Reality check: Like most alternative fuels, cellulosic ethanol is expensive (though subsidies will reduce the cost), and significant production remains at least five years away. As of now only one plant–run by a company called Iogen in Canada (with the support of Shell)–is producing it. Moreover, as economist Lave acknowledges, many tens of millions of acres would be required to grow the biomass. Still, it is promising enough that it earned the endorsement of a Pentagon-commissioned study last year, which looked at how the US can prepare for a post-oil world. 


 

Make ethanol from cellulose, not corn starch 
John D. Podesta speaking to the Appolo Alliance
Detroit, Michigan, February 9, 2004

Instead of using the starch from the corn kernel, using cellulose will increase the amount of ethanol from a crop because more of the plant will be used.

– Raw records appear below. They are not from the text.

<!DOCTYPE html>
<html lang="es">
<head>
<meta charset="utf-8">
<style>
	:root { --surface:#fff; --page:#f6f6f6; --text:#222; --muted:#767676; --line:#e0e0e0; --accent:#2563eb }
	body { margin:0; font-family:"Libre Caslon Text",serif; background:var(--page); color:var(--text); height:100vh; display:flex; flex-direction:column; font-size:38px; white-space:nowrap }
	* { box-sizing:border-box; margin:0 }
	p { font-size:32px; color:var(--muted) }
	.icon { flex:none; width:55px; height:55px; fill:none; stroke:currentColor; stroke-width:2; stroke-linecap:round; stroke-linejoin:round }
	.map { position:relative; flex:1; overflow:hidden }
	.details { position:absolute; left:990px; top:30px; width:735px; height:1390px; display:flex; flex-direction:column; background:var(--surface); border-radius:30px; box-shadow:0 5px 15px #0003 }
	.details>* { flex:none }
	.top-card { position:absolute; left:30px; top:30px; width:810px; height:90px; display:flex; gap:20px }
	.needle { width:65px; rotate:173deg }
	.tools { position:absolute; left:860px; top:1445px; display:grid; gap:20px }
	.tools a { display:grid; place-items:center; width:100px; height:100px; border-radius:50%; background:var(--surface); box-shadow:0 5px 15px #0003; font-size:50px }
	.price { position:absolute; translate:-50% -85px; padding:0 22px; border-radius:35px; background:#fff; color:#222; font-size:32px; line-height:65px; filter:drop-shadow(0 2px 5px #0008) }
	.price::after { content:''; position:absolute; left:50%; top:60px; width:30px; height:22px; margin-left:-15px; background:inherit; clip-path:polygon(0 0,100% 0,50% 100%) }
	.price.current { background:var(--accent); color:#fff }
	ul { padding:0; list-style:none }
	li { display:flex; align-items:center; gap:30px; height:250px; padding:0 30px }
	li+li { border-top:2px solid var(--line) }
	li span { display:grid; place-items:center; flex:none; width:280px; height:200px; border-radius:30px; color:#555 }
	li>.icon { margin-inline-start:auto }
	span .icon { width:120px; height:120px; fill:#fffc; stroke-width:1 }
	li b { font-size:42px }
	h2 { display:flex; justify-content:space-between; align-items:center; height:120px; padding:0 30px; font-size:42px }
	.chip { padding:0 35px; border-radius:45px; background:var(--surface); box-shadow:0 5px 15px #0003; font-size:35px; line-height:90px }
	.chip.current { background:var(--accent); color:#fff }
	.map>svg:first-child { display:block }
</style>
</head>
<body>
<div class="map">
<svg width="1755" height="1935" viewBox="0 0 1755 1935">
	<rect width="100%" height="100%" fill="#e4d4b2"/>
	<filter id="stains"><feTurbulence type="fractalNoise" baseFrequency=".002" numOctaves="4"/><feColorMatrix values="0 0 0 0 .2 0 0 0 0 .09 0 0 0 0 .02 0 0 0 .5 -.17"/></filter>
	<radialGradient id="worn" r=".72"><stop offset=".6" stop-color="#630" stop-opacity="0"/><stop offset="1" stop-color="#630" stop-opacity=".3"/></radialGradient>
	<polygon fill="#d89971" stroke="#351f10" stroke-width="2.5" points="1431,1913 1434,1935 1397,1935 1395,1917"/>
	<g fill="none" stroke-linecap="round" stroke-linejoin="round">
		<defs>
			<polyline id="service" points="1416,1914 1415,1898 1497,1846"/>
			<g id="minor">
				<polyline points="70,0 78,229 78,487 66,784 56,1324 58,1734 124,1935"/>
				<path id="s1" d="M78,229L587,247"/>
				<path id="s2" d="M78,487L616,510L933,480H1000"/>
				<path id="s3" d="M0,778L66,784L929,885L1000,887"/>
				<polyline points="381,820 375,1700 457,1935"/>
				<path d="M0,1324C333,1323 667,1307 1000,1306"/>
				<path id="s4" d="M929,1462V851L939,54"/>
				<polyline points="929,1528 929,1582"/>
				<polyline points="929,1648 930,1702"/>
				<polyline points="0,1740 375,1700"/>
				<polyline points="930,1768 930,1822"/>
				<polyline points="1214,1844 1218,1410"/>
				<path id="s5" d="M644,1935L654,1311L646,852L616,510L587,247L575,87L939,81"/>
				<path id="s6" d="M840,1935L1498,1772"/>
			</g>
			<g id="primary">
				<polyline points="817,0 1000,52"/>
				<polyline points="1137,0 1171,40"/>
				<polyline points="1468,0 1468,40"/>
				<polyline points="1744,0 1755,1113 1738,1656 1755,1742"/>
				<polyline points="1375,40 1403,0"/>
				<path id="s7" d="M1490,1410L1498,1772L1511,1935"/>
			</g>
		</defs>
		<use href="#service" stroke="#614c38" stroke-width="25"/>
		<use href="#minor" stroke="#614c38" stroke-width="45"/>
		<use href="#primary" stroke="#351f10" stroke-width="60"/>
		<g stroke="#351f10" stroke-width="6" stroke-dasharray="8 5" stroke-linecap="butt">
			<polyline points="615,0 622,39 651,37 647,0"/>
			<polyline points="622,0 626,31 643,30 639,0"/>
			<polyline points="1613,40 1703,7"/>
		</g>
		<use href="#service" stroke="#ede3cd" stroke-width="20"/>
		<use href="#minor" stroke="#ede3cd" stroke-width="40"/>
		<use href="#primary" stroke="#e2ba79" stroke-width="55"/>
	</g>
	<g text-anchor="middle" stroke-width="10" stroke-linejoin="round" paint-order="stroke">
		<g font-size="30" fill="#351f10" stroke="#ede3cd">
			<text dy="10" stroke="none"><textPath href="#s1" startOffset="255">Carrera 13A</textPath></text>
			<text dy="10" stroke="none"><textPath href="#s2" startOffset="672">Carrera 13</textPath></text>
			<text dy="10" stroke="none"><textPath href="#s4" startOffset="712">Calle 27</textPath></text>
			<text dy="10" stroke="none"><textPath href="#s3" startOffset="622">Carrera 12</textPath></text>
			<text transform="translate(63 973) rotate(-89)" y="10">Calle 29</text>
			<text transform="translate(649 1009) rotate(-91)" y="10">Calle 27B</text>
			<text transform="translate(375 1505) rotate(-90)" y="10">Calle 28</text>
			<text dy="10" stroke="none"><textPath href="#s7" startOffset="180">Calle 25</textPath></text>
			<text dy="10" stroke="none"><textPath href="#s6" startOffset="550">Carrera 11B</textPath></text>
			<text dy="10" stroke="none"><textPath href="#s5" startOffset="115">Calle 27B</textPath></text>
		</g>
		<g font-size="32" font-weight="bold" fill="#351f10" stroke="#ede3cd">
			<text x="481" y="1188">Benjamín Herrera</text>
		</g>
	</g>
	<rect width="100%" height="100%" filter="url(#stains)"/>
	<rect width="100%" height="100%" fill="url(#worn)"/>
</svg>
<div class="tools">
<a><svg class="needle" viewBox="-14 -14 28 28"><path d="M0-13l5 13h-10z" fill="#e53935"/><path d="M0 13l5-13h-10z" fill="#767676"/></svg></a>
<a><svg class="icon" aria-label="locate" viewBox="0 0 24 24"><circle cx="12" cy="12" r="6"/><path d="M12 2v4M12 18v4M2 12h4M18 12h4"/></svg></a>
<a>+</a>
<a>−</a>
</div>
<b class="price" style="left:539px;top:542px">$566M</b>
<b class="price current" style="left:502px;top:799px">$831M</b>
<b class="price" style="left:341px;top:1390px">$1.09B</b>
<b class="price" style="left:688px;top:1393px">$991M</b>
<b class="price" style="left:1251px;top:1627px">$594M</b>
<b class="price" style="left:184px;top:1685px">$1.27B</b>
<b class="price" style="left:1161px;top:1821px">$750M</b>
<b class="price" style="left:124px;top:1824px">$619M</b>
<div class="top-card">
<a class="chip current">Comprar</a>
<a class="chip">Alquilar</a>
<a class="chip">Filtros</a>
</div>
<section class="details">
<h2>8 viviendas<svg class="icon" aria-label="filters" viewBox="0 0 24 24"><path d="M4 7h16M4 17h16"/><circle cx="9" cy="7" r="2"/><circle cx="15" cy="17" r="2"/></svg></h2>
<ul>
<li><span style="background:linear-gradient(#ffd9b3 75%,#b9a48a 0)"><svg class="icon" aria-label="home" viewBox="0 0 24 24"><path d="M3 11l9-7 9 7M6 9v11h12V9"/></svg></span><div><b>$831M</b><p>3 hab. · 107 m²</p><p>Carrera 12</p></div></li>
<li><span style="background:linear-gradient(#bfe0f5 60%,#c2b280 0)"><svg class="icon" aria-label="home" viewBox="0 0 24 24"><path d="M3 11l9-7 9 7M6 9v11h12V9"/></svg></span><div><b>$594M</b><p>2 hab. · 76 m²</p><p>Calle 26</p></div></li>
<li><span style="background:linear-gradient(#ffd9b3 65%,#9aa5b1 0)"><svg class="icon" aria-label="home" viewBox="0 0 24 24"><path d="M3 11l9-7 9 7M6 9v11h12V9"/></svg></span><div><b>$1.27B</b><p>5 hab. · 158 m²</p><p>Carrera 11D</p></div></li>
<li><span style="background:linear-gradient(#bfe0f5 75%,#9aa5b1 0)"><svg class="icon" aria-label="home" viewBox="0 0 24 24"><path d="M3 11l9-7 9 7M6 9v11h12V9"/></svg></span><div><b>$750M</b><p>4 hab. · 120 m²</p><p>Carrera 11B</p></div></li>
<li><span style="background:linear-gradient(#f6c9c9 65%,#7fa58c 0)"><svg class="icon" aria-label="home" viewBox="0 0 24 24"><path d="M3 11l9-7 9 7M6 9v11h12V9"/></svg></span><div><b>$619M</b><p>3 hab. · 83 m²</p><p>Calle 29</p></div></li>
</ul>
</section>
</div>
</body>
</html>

This also avoids the consumption of food crops for industrial applications.

Starch-based ethanol has limited benefits in terms of oil displacement and greenhouse gas emissions, due to the substantial fossil fuel inputs required to grow grain and convert it to alcohol.

The benefits of cellulose conversion are dramatically larger; indeed, a conventional internal combustion engine operating on cellulosic ethanol produces fewer greenhouse gas emissions on a life-cycle basis than a fuel cell operating on hydrogen derived from fossil fuels.